12

NetApp SolidFire with GenAI and inferencing workloads

 9 months ago
source link: https://scaleoutsean.github.io/2023/11/22/genai-with-netapp-solidfire.html
Go to the source link to view the article. You can view the picture content, updated content and better typesetting reading experience. If the link is broken, please click the button below to view the snapshot at that time.
neoserver,ios ssh client

NetApp SolidFire with GenAI and inferencing workloads

22 Nov 2023 -

13 minute read

Introduction

As I’ve mentioned several times, SolidFire isn’t suitable for workloads with high disk performance requirements (meaning roughly 30K IOPS or 500 MB/s per volume).

You may be able to squeeze out more from a volume, and you can use various tricks like LVM to concatenate or stripe across multiple volumes, but I wouldn’t recommend it.

What works well? Let’s see…

Inferencing with SolidFire

Normally you won’t need huge performance for block devices running inferencing workloads.

Even for GenAI, unless you have a large amount of compute power. When I tried H2O AI I maxed out my GPU and disk IO was negligible.

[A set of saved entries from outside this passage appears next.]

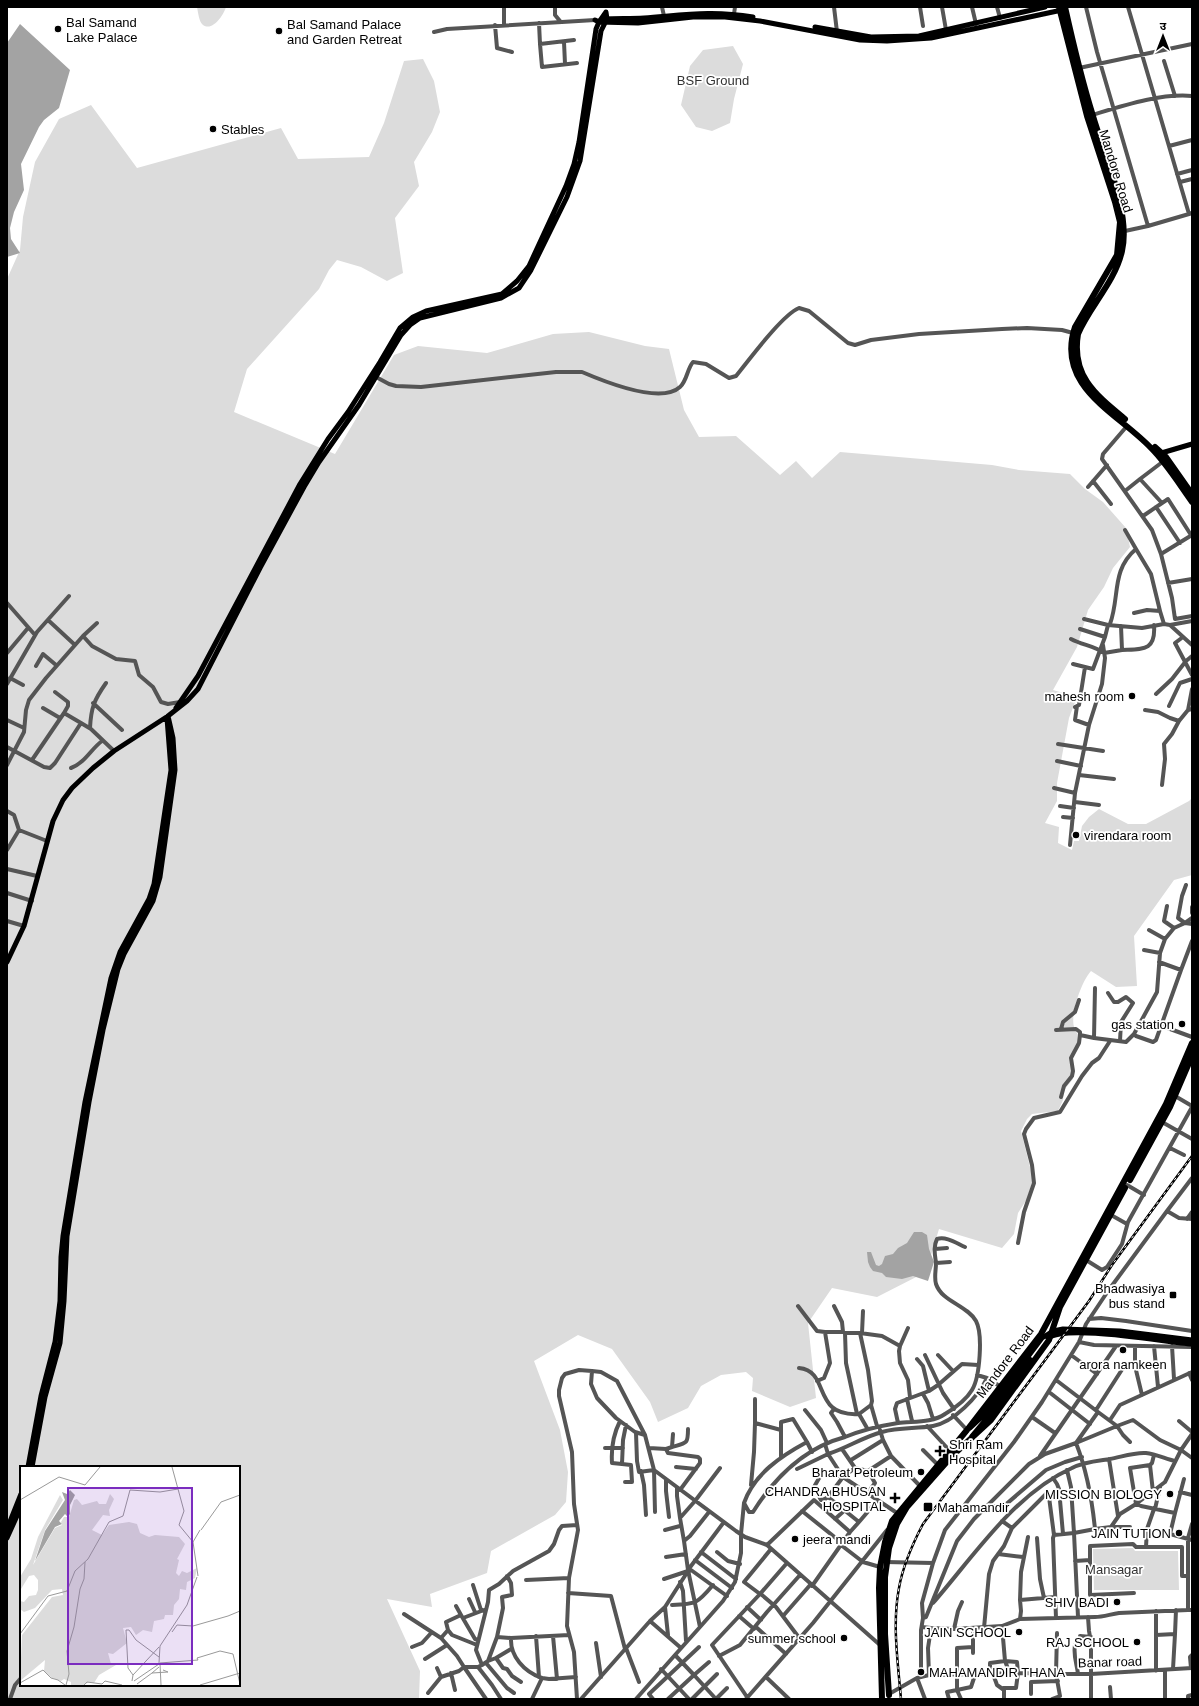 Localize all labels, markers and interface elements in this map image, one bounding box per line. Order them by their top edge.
place label: Bal Samand Lake Palace [66,15,138,45]
north arrow [1143,16,1183,56]
place label: Bal Samand Palace and Garden Retreat [287,17,402,47]
text: उ [1160,20,1167,32]
marker: Bal Samand Lake Palace [53,24,63,34]
marker: Bal Samand Palace and Garden Retreat [274,26,284,36]
park label: BSF Ground [677,73,749,88]
place label: Stables [221,122,265,137]
marker: Stables [208,124,218,134]
street label: Mandore Road [1096,128,1136,214]
place label: mahesh room [1045,689,1124,704]
marker: mahesh room [1127,691,1137,701]
place label: virendara room [1084,828,1171,843]
marker: virendara room [1071,830,1081,840]
place label: gas station [1111,1017,1174,1032]
marker: gas station [1177,1019,1187,1029]
place label: Bhadwasiya bus stand [1095,1281,1166,1311]
marker: Bhadwasiya bus stand [1168,1290,1178,1300]
street label: Mandore Road [973,1323,1037,1401]
marker: arora namkeen [1118,1345,1128,1355]
place label: arora namkeen [1079,1357,1167,1372]
place label: Shri Ram Hospital [949,1437,1003,1467]
marker: Shri Ram Hospital [934,1445,946,1457]
place label: Bharat Petroleum [812,1465,913,1480]
inset map [20,1466,240,1686]
marker: Bharat Petroleum [916,1467,926,1477]
place label: CHANDRA BHUSAN HOSPITAL [765,1484,886,1514]
place label: MISSION BIOLOGY [1045,1487,1162,1502]
marker: MISSION BIOLOGY [1165,1489,1175,1499]
marker: CHANDRA BHUSAN HOSPITAL [889,1492,901,1504]
place label: Mahamandir [937,1500,1010,1515]
marker: Mahamandir [922,1501,934,1513]
place label: JAIN TUTION [1091,1526,1171,1541]
marker: JAIN TUTION [1174,1528,1184,1538]
place label: jeera mandi [802,1532,871,1547]
marker: jeera mandi [790,1534,800,1544]
park label: Mansagar [1085,1562,1144,1577]
place label: SHIV BADI [1045,1595,1109,1610]
marker: SHIV BADI [1112,1597,1122,1607]
place label: JAIN SCHOOL [924,1625,1011,1640]
marker: JAIN SCHOOL [1014,1627,1024,1637]
place label: summer school [748,1631,836,1646]
marker: summer school [839,1633,849,1643]
place label: RAJ SCHOOL [1046,1635,1129,1650]
marker: RAJ SCHOOL [1132,1637,1142,1647]
street label: Banar road [1078,1653,1142,1671]
place label: MAHAMANDIR THANA [929,1665,1066,1680]
marker: MAHAMANDIR THANA [916,1667,926,1677] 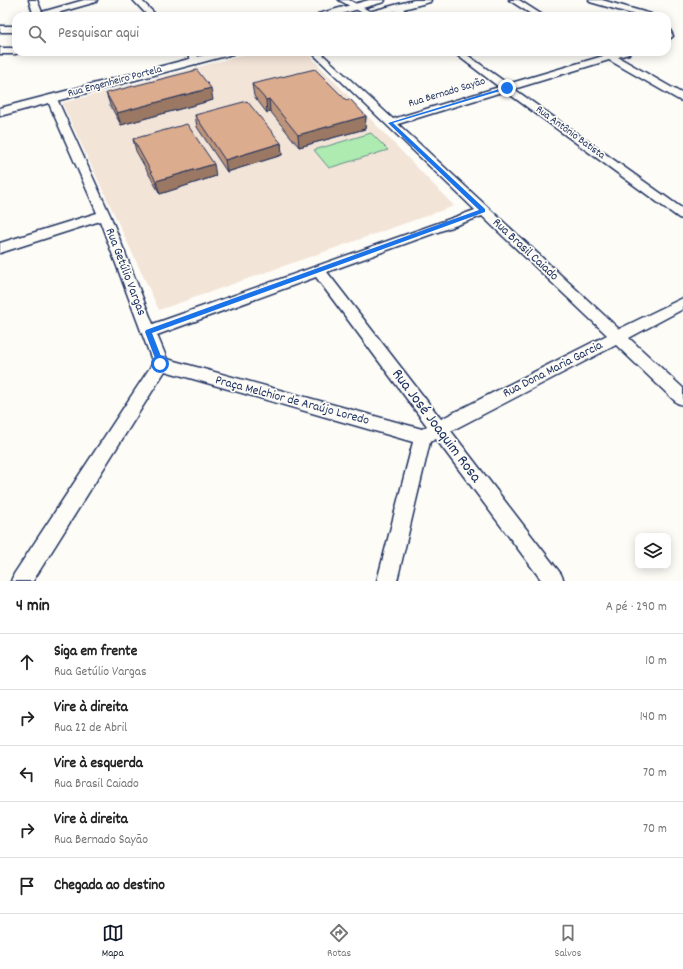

In most cases you need Docker and Kubernetes support, for which SolidFire uses NetApp Trident.

NetApp HCI (and SolidFire) had inferencing documented in this solution.

An example of NVIDIA Triton inference server deployment on Kubernetes is given here.

The inferencing deployment example above uses a PVC on an NFS share served by ONTAP Select (a VM version of ONTAP that used to ship with NetApp HCI).

Sure, that’s one way to do it and it works great for ReadWriteMany i.e. many pods can access the same NFS share on ONTAP Select which, when deployed with multiple SolidFire volumes, can spray IO request across all of them and get around the performance limit of a single volume mentioned above.

But not all SolidFire users have ONTAP, and not all use NFS.

Is there a role for iSCSI block devices provisioned directly by SolidFire?

Example

While doing unrelated research related to sizing for Deep Learning (not inferencing) I came across this example which illustrates how even Deep Learning on text data can be light on storage:

In this sample, you will use Intel® Distribution of Modin* to ingest and process U.S. census data from 1970 to 2010 in order to build a ridge regression-based model to find the relation between education and total income earned in the US. Time to complete: 20 minutes

Source: Intel

I tried running several inferencing programs and the heaviest IO happened during container startup when container is loaded and the model which may be few GB large needs to be read from disk. Since this model is usually part of read-only container image and stored on local disk, it has no impact on SolidFire workload.

Medium-large and large GenAI workloads can require a lot of IO, but one would need more than half a dozen big GPUs to get there.

Making use of iSCSI

Let’s see about some other approaches:

  • Use SolidFire iSCSI to create parallel file system (permanent or “scratch” space)
  • Use on-prem or cloud S3 storage if your application can natively support S3
  • Mount S3 bucket and use it as local device - I’ve blogged about goofys, s3fs, MountPoint S3 and other ways to do this

Only the first of these three can make use of SolidFire, so I’ll skip the other two which aren’t directly related, although you could download S3 data to a PVC backed by SolidFire, if you wanted to keep data or get lower latency access for the duration of your work and the size wasn’t larger than SolidFire can handle.

Share data with Parallel File System

We can deploy BeeGFS or GPFS inside of VMs that use SolidFire iSCSI (pRDM, but VMDKs on VMFS work as well). Containers can use these filesystems’ CSI drivers for storage access. VMs can install BeeGFS or GPFS client to mount these filesystems. This can be deployed with Ansible on demand in less than 8 minutes (see this example here) and can be destroyed if you don’t intend to keep these filesystems for longer than jobs last.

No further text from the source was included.